Information for displaced persons travelling from Ukraine and Russia to the Netherlands with their pet

From 15 June 2023, the temporary easing of import requirements for the pets of displaced persons who have fled Ukraine and Russia will come to an end. This applies to all Member States of the European Union (EU). Dogs, cats and ferrets from Ukraine and Russia must therefore comply with the standard import requirements by 15 June 2023. This page tells you what this means for you.

What does this mean for me?

If you are travelling with your pet from Ukraine or Russia to the Netherlands from 15 June, it is important to make sure your pet complies with the European Union (EU) import requirements. These requirements are in place to prevent the spread of rabies, a very dangerous disease. Ukraine is a high-risk country for rabies. Note that from 16 September 2024, Russia and Belarus are also high-risk countries.

What are the EU import requirements for countries with a high risk of rabies?

  • Your pet must be microchipped.
  • The animal must have a valid rabies vaccination.
  • A blood test must be carried out at least 30 days after the rabies vaccination.
  • If your pet tests negative for rabies, there is a 3-month waiting period (starting on the day the blood sample was taken) before the animal can enter the EU.
  • You should have an EU animal health certificate and owner's declaration form for your pet. An EU pet passport is also valid but is only issued if your pet has previously been to the EU and has had all mandatory EU vaccinations.

Please note that other countries (e.g. Turkey) are also high-risk countries for rabies. For more information, you can find full details of EU import requirements here. Specific information on the blood test, rabies and travelling with your pet can be found here.

What if your pet does not comply with EU import requirements and you are already in the Netherlands?

  • Make an appointment with a vet as soon as possible. Your vet will tell you what to do. This may include getting the animal vaccinated and having a blood test done.
  • You or your vet should register your pet with the Netherlands Food and Consumer Product Safety Authority (NVWA).

What should I do during the 3-month waiting period after the blood test?

  • Keep your pet or pets indoors as much as possible.
  • Make sure they do not come into contact with other people and animals. However, you may still take your pet(s) to the vet.
  • If you have a dog, make sure you walk it on a leash, preferably with a muzzle, in places with few other people or dogs.
  • Keep a lookout for possible rabies symptoms, such as a change in behaviour. You can find a list of possible symptoms here.

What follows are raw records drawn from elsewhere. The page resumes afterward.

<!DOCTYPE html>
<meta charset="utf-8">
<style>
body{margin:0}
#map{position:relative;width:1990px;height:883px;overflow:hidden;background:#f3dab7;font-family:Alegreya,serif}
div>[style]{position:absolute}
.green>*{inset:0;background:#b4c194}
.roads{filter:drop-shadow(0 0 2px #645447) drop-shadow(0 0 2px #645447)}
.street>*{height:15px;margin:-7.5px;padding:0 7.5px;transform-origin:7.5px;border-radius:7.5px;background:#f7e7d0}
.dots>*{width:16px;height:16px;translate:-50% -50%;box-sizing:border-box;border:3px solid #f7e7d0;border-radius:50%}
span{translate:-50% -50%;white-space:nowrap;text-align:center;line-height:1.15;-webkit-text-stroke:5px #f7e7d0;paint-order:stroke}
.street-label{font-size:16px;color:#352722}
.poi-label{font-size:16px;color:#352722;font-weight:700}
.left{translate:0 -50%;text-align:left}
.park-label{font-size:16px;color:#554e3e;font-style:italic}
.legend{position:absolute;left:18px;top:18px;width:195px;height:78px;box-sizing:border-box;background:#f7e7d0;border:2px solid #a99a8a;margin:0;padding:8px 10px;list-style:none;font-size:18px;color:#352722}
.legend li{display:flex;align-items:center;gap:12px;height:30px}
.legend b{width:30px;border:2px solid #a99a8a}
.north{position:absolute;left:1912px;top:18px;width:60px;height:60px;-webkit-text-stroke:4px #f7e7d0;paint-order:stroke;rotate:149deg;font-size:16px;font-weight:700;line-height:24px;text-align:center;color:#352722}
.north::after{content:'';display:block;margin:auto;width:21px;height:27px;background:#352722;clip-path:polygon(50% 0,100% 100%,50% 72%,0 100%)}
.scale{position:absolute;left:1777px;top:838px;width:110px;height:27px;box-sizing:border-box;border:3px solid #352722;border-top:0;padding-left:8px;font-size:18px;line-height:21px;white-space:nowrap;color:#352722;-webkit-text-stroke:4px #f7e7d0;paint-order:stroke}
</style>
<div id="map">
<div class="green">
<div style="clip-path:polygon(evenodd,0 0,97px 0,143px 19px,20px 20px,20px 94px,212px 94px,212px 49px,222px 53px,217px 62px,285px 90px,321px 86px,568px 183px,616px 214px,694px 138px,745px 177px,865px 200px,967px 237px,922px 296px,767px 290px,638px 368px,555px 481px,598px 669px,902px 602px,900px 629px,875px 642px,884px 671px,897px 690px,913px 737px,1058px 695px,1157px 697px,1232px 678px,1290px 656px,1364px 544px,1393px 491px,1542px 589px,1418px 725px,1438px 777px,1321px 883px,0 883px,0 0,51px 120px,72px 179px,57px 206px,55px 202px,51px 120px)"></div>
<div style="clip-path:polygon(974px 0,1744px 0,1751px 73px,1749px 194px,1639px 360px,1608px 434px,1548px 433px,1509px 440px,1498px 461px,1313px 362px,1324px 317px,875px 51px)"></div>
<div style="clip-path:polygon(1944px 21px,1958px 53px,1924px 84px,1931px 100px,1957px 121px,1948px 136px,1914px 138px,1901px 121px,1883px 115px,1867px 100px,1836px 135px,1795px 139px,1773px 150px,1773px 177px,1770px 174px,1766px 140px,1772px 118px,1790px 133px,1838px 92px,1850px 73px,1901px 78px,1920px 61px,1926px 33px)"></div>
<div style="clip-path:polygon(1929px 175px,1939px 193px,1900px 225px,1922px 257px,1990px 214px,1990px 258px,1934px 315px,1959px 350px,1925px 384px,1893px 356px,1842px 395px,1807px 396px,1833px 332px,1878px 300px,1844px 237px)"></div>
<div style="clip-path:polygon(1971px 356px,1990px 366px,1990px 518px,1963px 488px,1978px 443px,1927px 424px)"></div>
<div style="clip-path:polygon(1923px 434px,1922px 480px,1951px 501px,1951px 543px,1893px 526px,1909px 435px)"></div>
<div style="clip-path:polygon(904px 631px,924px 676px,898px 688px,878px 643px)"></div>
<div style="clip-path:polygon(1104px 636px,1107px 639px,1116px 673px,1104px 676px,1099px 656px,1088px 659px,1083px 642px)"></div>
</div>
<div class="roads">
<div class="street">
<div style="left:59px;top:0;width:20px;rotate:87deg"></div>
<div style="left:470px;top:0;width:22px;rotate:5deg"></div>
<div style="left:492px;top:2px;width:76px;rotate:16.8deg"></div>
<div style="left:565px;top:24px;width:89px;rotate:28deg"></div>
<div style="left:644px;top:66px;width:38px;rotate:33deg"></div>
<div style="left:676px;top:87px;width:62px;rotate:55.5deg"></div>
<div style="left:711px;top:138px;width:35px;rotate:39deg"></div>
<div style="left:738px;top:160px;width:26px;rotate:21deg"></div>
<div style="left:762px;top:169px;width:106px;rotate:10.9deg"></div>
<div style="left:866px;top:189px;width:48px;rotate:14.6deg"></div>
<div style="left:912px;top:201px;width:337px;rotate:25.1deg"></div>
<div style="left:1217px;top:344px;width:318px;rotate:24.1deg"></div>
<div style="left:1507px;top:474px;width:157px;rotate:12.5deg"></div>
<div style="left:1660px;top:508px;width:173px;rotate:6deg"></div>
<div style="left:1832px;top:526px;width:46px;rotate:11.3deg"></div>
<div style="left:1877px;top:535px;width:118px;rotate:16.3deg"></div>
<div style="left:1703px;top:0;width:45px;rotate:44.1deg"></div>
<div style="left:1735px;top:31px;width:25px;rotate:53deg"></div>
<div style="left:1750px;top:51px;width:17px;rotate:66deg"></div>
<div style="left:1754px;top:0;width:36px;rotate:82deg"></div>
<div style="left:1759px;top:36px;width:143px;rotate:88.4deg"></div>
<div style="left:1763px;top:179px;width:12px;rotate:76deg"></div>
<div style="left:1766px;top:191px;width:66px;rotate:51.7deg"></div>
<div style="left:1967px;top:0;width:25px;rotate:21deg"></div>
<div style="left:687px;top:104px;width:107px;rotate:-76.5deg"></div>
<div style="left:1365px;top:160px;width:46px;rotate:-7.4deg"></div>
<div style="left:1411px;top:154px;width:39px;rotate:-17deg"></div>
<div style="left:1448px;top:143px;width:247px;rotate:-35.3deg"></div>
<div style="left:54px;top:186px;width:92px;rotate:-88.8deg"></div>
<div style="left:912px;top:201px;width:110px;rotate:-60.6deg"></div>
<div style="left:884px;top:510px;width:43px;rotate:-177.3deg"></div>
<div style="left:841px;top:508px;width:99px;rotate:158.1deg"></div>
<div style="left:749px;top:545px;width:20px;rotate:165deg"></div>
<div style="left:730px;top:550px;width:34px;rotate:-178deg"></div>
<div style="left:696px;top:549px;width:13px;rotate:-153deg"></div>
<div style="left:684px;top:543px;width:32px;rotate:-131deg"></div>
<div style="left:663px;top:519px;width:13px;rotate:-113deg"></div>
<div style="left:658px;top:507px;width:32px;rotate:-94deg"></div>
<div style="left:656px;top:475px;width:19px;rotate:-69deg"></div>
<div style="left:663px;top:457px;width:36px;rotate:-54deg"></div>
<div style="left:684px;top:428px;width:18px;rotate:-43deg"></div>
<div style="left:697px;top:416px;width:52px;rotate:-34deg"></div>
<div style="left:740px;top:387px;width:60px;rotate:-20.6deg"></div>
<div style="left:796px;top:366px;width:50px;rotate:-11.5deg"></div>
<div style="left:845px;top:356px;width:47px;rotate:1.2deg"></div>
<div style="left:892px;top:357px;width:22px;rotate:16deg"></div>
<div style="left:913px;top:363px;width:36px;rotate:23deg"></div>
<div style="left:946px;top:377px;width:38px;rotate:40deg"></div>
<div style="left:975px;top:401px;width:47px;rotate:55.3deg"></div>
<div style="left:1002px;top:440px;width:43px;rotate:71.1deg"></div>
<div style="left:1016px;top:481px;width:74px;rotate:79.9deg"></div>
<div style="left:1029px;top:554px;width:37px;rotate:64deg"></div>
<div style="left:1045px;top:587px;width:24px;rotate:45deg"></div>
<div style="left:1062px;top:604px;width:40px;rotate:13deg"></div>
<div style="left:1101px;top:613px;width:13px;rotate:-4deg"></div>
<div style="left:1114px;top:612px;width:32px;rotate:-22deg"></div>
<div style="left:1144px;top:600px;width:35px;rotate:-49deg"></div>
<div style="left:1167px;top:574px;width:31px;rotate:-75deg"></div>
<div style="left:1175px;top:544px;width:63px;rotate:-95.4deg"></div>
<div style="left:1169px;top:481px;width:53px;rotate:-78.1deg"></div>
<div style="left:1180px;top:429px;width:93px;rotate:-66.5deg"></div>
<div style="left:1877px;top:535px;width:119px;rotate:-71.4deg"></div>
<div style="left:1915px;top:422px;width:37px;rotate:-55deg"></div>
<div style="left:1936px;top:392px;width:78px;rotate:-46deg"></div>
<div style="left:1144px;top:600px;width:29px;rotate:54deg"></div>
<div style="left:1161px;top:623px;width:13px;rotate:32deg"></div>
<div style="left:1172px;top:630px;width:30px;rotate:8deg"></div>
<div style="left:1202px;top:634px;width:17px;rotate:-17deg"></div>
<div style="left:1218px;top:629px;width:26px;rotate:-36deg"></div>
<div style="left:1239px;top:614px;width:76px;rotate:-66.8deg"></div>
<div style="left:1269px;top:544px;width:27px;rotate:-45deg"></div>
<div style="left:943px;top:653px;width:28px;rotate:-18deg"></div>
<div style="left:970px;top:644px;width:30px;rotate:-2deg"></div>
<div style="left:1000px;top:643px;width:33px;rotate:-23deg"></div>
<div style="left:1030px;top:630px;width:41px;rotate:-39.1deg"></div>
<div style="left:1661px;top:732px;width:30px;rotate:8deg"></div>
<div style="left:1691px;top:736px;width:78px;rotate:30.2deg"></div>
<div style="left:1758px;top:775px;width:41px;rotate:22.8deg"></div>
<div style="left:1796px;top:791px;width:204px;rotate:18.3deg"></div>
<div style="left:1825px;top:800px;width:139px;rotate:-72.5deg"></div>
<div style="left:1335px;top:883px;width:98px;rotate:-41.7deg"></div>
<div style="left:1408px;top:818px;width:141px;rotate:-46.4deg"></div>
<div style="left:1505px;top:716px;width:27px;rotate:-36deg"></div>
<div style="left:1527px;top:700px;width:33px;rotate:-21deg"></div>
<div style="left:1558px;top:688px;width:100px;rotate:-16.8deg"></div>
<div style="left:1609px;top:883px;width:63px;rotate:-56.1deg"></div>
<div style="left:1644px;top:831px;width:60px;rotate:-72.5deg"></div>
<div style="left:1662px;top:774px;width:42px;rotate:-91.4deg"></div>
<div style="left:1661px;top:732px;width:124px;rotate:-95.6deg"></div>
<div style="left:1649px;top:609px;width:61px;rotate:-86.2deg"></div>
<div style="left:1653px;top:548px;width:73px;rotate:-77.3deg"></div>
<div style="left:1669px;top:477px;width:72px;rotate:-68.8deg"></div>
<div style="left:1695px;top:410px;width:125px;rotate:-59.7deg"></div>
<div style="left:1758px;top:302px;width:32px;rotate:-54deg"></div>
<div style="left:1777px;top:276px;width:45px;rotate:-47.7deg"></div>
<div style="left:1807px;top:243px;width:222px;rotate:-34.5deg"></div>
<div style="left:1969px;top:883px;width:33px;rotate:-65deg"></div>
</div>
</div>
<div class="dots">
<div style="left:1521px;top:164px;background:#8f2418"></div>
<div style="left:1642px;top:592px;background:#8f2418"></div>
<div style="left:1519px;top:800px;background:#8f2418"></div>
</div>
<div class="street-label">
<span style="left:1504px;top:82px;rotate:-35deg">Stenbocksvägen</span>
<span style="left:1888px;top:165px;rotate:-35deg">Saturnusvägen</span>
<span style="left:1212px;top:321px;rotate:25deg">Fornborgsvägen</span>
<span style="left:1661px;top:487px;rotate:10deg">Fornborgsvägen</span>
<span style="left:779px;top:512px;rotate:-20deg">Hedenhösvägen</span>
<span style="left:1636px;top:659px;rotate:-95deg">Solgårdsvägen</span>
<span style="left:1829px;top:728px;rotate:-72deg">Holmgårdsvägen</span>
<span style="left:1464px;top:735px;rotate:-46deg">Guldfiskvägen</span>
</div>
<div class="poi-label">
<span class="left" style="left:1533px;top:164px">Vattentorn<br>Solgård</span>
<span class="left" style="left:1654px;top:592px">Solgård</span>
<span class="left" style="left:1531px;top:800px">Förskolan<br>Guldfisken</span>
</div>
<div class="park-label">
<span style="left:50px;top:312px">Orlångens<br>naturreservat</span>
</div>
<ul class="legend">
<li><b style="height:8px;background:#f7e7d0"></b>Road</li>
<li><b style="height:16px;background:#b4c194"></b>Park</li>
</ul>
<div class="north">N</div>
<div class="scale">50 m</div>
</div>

In some circumstances, it may be necessary for an animal to be put into a government-run quarantine facility. If this is the case, we will visit your home to collect the animal and we will inform you about what happens next and who you can contact. The owner has to pay the costs of quarantine.

Travelling to the Netherlands by plane

Are you travelling to the Netherlands by plane? When you arrive at Customs, go through the red channel for 'Goods to declare'. If your pet does not comply with EU import requirements, Customs will contact a vet working for the NVWA, who will assess the risk. In some cases, this may result in the animal being put into a government-run quarantine facility.

Do please be aware that the vaccine will only be valid if your pet was chipped at the time of vaccination.

Travelling by car, bus or train to or through other EU Member States

Your pet will be checked at your first point of entry into the EU. If you come to the Netherlands by car, your point of entry will be another EU Member State. You should report to Customs in that country.

The temporary easing of import requirements for the pets of displaced persons who have fled Ukraine and Russia is also coming to an end in other EU countries.